* Your objective
Reproduce, exactly and in full, only the lines below from the one containing "dot.arc(x, y, r, 0, 2 * Math.PI);" through the one containing "trace(dot, '#ffe7f4', 2);".

* Given records
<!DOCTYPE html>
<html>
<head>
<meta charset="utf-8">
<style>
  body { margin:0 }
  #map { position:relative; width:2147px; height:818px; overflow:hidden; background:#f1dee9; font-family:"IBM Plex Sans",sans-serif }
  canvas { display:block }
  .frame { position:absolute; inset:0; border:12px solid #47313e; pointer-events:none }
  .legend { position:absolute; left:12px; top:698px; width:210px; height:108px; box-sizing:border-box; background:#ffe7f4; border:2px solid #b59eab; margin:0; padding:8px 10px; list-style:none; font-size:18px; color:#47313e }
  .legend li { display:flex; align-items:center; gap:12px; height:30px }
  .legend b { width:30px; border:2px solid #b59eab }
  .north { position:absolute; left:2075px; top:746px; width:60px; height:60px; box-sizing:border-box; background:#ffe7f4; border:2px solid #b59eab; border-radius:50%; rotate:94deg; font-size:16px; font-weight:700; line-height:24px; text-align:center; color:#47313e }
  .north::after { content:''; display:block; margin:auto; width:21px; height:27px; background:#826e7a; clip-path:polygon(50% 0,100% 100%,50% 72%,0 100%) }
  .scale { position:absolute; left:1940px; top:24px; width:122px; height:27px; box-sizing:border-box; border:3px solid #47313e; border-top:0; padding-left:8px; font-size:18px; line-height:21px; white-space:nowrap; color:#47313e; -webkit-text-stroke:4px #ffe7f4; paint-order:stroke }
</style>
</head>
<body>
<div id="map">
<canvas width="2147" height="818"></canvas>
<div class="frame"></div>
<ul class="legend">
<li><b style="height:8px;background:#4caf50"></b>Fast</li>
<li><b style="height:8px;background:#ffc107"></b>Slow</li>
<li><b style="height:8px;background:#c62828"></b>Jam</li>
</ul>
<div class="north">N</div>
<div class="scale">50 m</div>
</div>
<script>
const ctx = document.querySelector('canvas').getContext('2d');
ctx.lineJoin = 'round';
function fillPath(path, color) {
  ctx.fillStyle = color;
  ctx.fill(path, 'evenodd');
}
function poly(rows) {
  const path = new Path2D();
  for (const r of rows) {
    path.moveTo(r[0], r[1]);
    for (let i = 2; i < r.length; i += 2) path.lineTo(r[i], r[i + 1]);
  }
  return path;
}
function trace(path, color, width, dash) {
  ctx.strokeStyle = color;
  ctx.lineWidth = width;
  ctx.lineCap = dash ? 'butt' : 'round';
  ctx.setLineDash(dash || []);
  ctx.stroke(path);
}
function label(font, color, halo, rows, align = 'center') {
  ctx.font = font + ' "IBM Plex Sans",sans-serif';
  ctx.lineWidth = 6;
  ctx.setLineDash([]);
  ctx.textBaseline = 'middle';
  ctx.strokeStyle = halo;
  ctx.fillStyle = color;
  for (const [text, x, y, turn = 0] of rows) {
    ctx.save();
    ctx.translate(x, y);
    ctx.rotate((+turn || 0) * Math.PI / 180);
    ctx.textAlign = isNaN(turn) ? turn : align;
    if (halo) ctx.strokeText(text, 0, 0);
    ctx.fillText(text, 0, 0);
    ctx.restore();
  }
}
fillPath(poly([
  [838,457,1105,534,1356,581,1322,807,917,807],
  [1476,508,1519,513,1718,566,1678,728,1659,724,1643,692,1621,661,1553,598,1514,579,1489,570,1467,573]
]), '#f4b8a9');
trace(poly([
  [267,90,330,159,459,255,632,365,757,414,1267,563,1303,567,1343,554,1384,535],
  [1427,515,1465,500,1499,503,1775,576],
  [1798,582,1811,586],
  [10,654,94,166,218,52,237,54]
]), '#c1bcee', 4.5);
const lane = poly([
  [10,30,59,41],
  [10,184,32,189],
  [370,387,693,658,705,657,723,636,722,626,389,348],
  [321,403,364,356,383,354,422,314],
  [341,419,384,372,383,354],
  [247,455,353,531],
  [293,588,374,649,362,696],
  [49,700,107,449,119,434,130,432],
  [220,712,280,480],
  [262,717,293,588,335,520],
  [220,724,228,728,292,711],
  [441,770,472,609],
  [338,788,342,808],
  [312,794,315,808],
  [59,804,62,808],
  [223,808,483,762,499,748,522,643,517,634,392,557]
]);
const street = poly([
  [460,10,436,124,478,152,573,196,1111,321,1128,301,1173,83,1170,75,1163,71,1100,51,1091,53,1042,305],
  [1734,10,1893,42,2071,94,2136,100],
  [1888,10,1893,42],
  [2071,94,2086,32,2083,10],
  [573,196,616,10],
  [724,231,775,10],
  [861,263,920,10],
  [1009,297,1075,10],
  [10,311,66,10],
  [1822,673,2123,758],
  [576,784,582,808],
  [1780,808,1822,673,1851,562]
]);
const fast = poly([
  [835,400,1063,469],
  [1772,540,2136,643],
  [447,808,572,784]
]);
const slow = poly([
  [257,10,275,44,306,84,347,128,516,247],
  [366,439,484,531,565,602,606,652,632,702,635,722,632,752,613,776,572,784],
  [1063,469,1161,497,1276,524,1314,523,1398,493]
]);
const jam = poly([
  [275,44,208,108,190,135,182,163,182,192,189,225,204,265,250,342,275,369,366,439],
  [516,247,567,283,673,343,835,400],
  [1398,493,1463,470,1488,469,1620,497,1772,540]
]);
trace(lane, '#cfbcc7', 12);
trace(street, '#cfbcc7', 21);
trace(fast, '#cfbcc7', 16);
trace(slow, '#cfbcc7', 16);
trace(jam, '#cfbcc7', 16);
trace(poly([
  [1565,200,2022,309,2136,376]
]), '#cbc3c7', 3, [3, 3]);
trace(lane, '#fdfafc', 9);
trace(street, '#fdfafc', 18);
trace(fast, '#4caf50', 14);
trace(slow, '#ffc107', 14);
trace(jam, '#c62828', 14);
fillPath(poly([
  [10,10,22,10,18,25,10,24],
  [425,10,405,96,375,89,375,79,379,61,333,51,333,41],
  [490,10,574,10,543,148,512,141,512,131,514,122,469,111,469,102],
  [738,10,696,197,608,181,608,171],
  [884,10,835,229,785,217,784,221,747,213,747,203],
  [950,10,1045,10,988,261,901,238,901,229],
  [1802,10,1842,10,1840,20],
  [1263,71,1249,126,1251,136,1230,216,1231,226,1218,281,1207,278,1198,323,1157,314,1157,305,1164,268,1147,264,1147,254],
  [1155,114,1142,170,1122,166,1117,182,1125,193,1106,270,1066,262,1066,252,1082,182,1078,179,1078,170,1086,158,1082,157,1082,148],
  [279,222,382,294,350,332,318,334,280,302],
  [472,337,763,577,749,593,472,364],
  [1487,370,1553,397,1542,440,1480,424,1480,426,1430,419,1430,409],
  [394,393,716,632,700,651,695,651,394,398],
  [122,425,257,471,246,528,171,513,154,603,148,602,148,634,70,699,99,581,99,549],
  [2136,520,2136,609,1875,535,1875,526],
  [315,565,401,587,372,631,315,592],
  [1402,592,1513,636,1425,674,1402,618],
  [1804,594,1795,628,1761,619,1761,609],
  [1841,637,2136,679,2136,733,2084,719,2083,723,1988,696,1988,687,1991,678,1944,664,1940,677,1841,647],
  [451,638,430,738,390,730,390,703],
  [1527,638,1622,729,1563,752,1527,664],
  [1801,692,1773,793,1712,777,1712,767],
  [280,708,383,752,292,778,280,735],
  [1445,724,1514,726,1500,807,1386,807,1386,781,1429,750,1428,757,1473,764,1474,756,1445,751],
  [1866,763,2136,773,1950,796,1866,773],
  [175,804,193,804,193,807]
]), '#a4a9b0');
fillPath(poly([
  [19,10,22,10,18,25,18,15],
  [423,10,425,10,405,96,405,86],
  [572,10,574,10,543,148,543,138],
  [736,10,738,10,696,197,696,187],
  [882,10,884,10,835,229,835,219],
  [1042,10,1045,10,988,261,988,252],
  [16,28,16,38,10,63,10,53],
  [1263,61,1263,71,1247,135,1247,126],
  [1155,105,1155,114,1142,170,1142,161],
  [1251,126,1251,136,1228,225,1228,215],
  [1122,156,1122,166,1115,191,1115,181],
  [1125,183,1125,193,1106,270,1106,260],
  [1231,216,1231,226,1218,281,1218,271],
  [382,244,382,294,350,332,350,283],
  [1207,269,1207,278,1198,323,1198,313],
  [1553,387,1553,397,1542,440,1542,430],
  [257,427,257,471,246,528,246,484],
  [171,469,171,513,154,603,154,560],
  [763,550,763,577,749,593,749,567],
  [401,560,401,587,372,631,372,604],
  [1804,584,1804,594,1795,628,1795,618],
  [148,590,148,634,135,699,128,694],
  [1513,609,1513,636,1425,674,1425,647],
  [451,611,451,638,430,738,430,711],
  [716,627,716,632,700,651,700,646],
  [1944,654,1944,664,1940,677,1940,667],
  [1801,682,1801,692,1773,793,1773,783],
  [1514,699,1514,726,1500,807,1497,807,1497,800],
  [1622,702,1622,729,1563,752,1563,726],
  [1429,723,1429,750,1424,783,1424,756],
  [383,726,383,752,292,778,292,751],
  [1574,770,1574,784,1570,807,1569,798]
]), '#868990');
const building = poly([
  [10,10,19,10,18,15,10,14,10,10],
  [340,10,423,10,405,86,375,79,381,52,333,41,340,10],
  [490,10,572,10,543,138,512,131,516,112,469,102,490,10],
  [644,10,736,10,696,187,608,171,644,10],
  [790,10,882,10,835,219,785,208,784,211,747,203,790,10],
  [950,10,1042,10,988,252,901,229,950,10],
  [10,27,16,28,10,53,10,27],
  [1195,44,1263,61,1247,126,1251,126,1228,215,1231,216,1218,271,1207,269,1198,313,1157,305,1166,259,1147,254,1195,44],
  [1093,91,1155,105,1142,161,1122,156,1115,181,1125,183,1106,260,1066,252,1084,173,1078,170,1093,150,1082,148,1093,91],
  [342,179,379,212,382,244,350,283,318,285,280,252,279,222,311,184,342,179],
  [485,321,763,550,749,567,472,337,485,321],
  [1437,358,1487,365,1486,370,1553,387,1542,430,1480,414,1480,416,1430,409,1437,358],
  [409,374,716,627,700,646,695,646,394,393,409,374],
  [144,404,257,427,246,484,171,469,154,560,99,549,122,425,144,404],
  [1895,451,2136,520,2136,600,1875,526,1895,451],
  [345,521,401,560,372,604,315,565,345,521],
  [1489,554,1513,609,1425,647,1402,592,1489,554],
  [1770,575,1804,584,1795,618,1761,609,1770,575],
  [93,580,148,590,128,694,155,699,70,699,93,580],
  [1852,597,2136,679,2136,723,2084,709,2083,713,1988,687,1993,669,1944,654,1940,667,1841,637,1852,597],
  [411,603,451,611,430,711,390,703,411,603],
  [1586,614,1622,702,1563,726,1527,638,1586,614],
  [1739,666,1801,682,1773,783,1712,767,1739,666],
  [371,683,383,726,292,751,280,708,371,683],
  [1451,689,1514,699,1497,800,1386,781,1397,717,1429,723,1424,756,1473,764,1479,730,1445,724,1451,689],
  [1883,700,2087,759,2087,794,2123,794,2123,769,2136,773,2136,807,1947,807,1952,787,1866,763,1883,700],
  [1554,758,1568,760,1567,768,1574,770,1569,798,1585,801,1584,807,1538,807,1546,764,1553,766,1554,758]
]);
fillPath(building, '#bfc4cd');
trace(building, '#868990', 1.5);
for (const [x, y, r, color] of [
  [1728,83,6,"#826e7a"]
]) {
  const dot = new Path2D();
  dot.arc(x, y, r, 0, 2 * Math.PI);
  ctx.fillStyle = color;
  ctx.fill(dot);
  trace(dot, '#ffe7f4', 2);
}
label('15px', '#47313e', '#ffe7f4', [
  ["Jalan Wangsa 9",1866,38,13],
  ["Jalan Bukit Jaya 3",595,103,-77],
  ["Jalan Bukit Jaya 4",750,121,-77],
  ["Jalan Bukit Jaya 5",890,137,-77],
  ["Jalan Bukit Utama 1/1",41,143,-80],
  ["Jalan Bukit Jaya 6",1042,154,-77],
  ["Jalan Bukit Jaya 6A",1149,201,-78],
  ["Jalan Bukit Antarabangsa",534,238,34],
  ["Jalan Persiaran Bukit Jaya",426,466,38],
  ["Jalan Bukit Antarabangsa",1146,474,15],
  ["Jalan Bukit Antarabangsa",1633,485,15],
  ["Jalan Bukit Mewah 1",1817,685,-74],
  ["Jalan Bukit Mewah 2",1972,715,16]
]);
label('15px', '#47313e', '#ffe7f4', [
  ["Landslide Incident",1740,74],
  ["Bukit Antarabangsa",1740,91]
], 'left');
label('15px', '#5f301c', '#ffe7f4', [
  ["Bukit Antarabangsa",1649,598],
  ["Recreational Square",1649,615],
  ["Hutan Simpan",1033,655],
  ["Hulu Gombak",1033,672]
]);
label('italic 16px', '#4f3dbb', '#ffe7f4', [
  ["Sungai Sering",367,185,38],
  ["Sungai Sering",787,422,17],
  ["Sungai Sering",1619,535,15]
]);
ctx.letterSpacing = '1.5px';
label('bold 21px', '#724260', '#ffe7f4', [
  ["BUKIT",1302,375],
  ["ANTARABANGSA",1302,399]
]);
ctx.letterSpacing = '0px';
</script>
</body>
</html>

* The completed task
  dot.arc(x, y, r, 0, 2 * Math.PI);
  ctx.fillStyle = color;
  ctx.fill(dot);
  trace(dot, '#ffe7f4', 2);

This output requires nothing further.